Et parfois ça marche : certains juges, qui n’étaient pas préparés à ces mauvais traitements et qui ne se sont pas sentis soutenus par la Chancellerie, ont mis plusieurs semaines à s’en remettre. Toujours ça de gagné avant l’élection présidentielle.
Qui a dit que la France est un Etat de Droit ?
d’après Alain Guédé et Hervé Liffran
(dans le Canard Enchaîné du 16 janvier 2002)

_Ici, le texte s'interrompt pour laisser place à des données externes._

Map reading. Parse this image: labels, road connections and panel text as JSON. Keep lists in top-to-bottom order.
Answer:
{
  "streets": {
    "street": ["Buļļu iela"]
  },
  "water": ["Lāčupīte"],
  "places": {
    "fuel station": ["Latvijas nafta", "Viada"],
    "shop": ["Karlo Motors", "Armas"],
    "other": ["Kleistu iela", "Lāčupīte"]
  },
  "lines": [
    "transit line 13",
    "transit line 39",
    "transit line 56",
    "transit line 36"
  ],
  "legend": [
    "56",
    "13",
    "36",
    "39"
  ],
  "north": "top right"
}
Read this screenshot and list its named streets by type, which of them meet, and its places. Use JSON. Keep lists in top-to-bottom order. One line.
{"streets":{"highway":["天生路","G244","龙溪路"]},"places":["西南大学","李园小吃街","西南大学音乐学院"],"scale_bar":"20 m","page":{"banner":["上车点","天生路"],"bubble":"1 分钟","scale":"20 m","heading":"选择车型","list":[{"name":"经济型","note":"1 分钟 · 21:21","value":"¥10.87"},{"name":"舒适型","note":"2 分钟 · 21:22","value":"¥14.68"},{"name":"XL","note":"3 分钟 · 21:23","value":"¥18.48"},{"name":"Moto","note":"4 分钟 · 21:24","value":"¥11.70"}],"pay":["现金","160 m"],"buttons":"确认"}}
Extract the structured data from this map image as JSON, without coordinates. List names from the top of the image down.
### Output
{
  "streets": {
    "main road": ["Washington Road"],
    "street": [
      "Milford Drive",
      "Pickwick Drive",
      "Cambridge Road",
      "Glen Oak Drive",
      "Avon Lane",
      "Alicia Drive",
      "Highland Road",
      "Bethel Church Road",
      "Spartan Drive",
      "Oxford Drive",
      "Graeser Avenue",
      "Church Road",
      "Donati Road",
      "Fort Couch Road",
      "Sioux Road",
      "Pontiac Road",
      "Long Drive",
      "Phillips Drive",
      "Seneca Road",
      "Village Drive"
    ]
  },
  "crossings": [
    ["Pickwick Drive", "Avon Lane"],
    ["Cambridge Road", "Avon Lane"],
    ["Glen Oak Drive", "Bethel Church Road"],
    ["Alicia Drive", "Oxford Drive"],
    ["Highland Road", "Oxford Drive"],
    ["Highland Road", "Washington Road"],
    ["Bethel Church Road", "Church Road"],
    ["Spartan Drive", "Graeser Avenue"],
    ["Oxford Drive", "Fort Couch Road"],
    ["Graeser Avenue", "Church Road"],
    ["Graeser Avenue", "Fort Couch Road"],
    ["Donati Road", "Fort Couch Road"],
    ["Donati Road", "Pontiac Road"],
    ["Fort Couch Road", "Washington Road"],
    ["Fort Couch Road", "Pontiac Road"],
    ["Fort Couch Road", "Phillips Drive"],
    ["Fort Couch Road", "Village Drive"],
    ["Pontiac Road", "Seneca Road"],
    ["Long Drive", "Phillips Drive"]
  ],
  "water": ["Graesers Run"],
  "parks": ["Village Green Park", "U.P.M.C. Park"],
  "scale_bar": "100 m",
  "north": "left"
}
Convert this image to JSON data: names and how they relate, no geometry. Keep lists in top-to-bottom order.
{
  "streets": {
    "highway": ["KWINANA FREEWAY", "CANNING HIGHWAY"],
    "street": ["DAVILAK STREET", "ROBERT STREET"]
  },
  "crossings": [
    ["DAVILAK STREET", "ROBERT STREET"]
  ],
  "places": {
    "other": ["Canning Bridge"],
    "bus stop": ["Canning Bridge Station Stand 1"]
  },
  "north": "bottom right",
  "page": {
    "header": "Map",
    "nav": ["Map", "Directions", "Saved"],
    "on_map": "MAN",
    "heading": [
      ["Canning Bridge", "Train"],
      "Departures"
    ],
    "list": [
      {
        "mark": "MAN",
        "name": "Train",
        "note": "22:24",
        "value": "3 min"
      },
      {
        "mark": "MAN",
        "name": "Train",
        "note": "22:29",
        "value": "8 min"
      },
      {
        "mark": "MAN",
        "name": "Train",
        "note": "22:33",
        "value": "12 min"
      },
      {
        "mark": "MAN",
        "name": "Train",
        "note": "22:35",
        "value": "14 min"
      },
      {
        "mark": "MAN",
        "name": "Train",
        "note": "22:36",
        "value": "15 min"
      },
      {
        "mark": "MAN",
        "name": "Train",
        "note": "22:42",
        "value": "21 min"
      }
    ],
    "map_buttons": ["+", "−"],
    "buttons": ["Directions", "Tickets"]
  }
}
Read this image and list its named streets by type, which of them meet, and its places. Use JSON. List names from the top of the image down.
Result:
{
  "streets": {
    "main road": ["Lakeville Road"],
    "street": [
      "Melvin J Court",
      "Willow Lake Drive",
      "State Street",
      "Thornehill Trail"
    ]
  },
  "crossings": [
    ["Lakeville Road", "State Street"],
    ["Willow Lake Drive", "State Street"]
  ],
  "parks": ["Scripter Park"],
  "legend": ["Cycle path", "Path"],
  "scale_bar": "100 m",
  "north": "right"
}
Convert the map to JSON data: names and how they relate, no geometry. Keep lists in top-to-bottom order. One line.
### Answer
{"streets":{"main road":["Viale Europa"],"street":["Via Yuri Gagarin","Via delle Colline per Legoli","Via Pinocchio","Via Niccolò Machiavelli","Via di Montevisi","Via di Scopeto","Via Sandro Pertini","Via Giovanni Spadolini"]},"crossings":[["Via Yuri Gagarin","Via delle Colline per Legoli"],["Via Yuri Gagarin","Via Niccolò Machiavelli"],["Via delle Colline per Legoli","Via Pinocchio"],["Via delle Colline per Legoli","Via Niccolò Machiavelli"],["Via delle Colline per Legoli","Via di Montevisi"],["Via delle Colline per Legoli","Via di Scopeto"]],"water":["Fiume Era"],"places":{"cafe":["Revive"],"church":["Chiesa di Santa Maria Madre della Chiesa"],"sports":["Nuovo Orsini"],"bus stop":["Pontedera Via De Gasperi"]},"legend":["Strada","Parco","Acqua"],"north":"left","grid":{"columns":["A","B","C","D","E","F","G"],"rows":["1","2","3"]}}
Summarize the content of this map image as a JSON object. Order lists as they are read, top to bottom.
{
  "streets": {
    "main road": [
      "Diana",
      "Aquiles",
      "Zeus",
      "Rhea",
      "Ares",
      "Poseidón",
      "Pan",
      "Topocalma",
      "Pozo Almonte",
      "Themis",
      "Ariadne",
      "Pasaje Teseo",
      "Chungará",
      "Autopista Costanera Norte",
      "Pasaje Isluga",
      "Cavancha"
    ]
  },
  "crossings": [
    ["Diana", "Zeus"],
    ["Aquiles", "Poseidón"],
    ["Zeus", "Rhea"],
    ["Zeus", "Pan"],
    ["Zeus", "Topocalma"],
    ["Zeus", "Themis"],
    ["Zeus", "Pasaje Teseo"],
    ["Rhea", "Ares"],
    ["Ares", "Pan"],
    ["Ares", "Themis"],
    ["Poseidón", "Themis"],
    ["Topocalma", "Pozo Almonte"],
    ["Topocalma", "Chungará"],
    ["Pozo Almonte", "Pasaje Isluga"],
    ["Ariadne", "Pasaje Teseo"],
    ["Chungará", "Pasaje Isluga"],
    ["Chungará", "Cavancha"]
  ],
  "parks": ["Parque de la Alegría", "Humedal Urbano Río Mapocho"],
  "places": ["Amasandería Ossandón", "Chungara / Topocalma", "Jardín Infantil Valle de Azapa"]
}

Relevé dans le Canard Enchaîné du 13 mars 2002 , l’article ci-dessous.
L’ami RPR d’Halphen :
« Le juge Halphen a rencontré Michel Hunault, élu de Loire-Atlantique et avocat de profession. Les deux hommes ont déjeuné ensemble, courant janvier 2002, au restaurant Chez Françoise, près de l’Assemblée Nationale. Hunault s’est d’ailleurs fait copieusement tancer par plusieurs députés RPR présents ce jour-là dans le dit restaurant »
Le Canard ne dit pas quelle magouille le premier a pu proposer au second, et réciproquement .
Ecrit le 14 juillet 2004 :
Devoir de courtoisie
Du Canard Enchaîné du 30 juin 2004, cette information terrible qui concerne la mise en cause d’un juge d’instruction : « Hubert Dujardin a été traduit devant la formation disciplinaire du Conseil Supérieur de la Magistrature ». A-t-il fait traîner quelque dossier ? Non. A lui seul, précise l’acte d’accusation, il traite « les trois quarts, voire les quatre cinquièmes, selon les années » des dossiers. A-t-il expédié des innocents en prison pour de longues années ? A-t-il évité de poursuivre des délinquants ? Non : il a même engagé des poursuites contre Xavière Tibéri, au point que le garde des sceaux de l’époque a dû envoyer un hélicoptère sur l’Himalaya pour tenter de retrouver le procureur, en vacances dans ce coin. Alors qu’est-ce qu’il a fait, Hubert Dujardin : rien d’autre que « un manquement au devoir de courtoisie et au principe hiérarchique ». On croit rêver. Quand la politesse devient plus importante que la simple justice, il se passe quoi, à votre avis ?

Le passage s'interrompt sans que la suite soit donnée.